E adesso incenso, commozione, mestizia escono via maxischermo dalla chiesa, si distendono nella desolata vallata fino al mare, si disciolgono nell'imbrunire precoce e gelido dell'inverno mentre un cielo senza colore sembra schiacciare la processione che lenta, scura, corrosa come nel “Funerale a Ornans” di Courbet, caracolla fino al cimitero dietro al carro funebre con dentro la bara, candida come quelle dei bambini. Certo, quando muore un ragazzo di 24 anni, “uno che ti aiutava con un sorriso”, ha detto qualcuno, è sempre una tragedia. Ma dovrebbe essere tragedia privata, del padre, della madre Rita, della sorella Lorena che al contrario, manipolati dai media, hanno contribuito a dilatarla con accenni anche patetici. E questo momento di distacco estremo, che un tempo gli uomini preferivano incidersi nell'anima il più possibile soli, invece si allarga a cerchi concentrici, al paese, al comprensorio, all'Italia, si allarga come la funzione, con la Comunione somministrata all'aperto da apposito ministro a un popolo come minimo svagato. Si respira il nonsenso mentre in chiesa si alternano al microfono quelli, tutti molto ben truccati e pettinati, che hanno qualcosa da dire, un aneddoto, una ragione per non rassegnarsi alla scomparsa, triste e banale, di un giovane universitario del quale tutti, oggi, si dicono amici, inconsolabili amici. C'è la squadra di calcio amatoriale al completo, i ragazzotti nella tuta coi colori sociali, ci sono le foto, i gagliardetti, i macabri simboli dell'amore in lutto, ci sono gli striscioni e le telecamere alzate sulla folla che plaude al maxischermo dopo ogni intervento di strampalata retorica, a sublimare questa rappresentazione della perennità italiana col suo sentimento di religiosità profana, dove il conformismo della curiosità la fa da padrone, dove nel microcosmo claustrofobico del borgo nessuno può mancare e gli occhiali neri in un giorno quasi buio non mascherano l'esibizionismo ingenuo ma non meno risoluto, dove i simboli della modernità, gli I-phone, le videocamere digitali che svolazzano e scattano istantanee da postare su facebook, cristalizzano una mestizia paesana da secolo scorso, per dire di tutti i secoli. Il sindaco, visibilmente commosso, ringrazia tutti, ma proprio tutti, come alla fine di un programma e infatti è un reality questo funerale di un ragazzo comune, dai media.
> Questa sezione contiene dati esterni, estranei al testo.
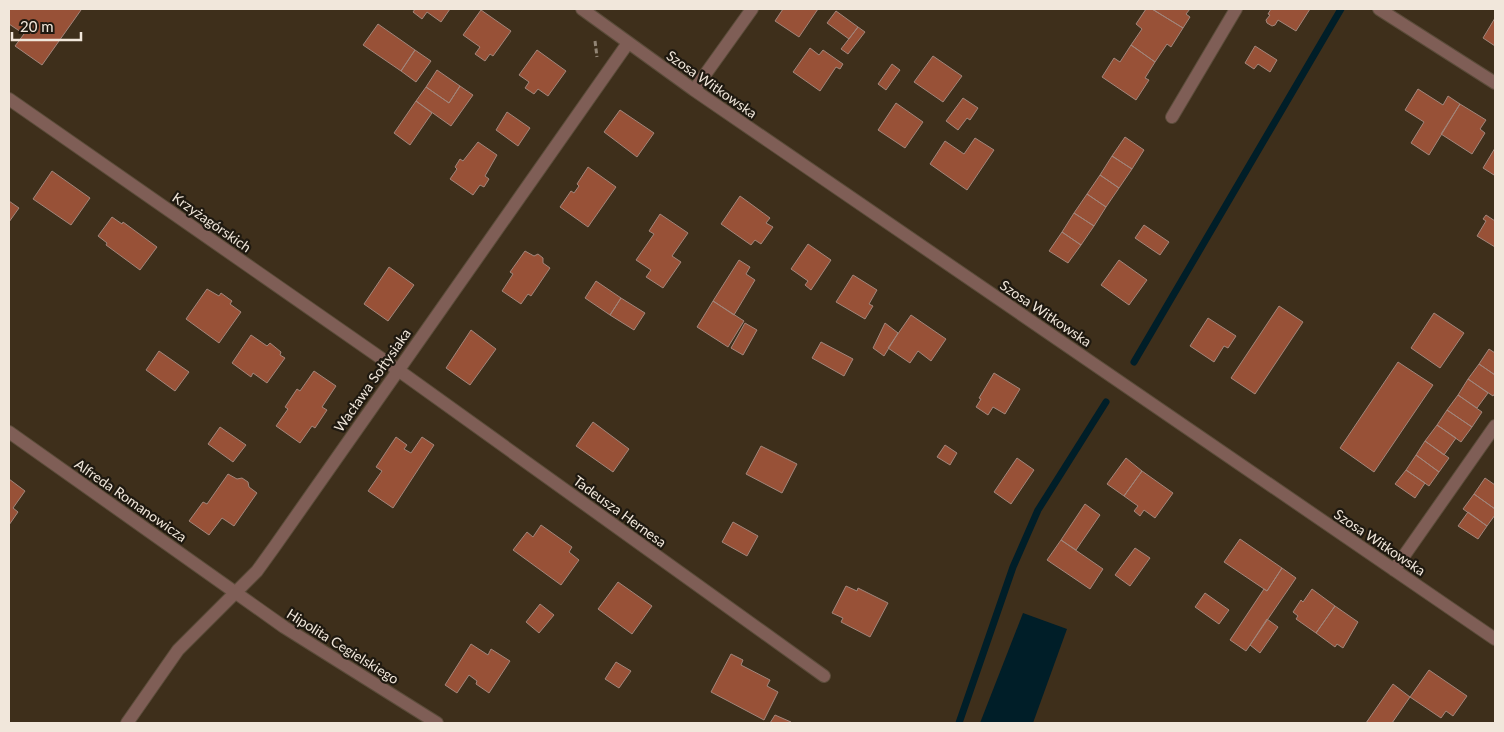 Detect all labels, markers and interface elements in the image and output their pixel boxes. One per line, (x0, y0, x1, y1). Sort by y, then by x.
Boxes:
scale bar (12, 10, 81, 42)
text: 20 m (20, 17, 54, 35)
street label: Szosa Witkowska (664, 47, 760, 121)
street label: Krzyżagórskich (169, 189, 255, 255)
street label: Szosa Witkowska (997, 276, 1095, 350)
street label: Wacława Sołtysiaka (330, 325, 414, 435)
street label: Alfreda Romanowicza (72, 455, 190, 545)
street label: Tadeusza Hernesa (570, 472, 670, 550)
street label: Szosa Witkowska (1331, 505, 1429, 579)
street label: Hipolita Cegielskiego (284, 605, 402, 687)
Per cosa? Per tutta questa gente indifferente e annoiata? C'è fame di eroi e anche di fama, non importa da dove sale, se da un atto eroico, da un crimine, da un dramma minore, dal niente. Tutto bisogna dare di noi a cominciare dal pudore, niente rimane per noi a cominciare dal pudore. Maledetto questo tempo che trasforma un bravo ragazzo anormalmente normale in “qualcosa” da celebrare, anche se nessuno sa perché.